Dam owners have often overlooked the importance of prioritising their dam safety activities, resulting in resources being allocated equally to all dams or allocated randomly to selected dams.

For example, the traditional indexing method, which uses a standards-based deterministic approach to review deficiencies at a dam, does not look at the consequences of those deficiencies, so it fails to inform the dam owner of the associated dam safety risk.

Using a method such as this can often lead to defensive design, cost-ineffectiveness, blind upgrade, or a generic surveillance and monitoring program across all dams, and does not greatly assist the dam owner in managing the dam safety risk. Ultimately, resources may be wasted on low-risk dams, rather than used appropriately on dams with high safety risks.

Current best practice involves a risk-based probabilistic approach and takes into account the risk of failure of each dam to prioritise dam safety works. However, for a large dam portfolio, a full detailed risk assessment for all dams can be very costly and time consuming.

So, how can an owner of a portfolio of dam assets assess safety and prioritise investment without unnecessary effort or expense? The answer is portfolio risk assessment.

How portfolio risk assessment works

A portfolio risk assessment (PRA) is often a starting point for an effective dam safety program. It is not a detailed risk assessment of any particular dam, but an affordable high-level assessment at the portfolio level that presents to the dam owner the relative risk position of all dams.
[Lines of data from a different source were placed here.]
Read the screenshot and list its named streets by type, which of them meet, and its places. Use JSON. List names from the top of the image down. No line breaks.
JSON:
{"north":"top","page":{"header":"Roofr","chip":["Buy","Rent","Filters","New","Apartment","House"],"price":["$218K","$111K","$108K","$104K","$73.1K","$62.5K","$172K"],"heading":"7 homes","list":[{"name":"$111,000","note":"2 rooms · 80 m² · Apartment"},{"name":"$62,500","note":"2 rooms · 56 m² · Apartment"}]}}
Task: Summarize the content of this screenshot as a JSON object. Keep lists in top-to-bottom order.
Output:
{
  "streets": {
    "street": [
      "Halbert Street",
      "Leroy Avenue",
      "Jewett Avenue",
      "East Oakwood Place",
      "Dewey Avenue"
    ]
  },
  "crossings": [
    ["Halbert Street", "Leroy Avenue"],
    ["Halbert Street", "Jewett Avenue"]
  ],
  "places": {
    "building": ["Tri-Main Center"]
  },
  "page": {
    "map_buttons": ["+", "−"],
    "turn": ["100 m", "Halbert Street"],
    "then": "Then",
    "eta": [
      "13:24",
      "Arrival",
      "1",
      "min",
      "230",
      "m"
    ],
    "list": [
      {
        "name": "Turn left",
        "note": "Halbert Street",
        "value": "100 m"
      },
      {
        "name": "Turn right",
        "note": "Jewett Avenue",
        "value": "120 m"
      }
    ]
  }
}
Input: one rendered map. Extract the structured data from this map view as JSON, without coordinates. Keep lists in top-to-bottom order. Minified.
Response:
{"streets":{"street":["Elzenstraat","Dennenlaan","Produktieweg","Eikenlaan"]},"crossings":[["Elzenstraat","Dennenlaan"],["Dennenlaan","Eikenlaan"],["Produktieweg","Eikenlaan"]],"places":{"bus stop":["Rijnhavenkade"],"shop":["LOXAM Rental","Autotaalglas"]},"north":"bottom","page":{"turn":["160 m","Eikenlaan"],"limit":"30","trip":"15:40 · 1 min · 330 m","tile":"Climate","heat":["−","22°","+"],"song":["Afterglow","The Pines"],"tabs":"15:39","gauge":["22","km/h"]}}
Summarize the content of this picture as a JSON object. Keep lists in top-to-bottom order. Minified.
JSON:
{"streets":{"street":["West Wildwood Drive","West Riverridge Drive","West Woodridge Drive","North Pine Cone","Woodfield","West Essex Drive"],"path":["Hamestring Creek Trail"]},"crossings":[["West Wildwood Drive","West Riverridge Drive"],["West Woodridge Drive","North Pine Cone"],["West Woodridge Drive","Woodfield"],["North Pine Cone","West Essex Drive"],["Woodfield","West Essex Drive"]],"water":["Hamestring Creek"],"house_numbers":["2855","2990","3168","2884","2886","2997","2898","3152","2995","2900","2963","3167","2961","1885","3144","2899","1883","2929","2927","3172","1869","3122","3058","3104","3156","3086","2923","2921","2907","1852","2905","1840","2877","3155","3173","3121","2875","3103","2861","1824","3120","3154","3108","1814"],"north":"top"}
This enables the dam owner to better prioritise ongoing dam safety works and develop investment strategies.

In a PRA, the safety risk posed by each dam in the portfolio is usually assessed based on historically available information as well as information gathered in a workshop-type environment by an expert team of various disciplines. Key failure modes of each dam are identified, and the risks are quantified based on available information.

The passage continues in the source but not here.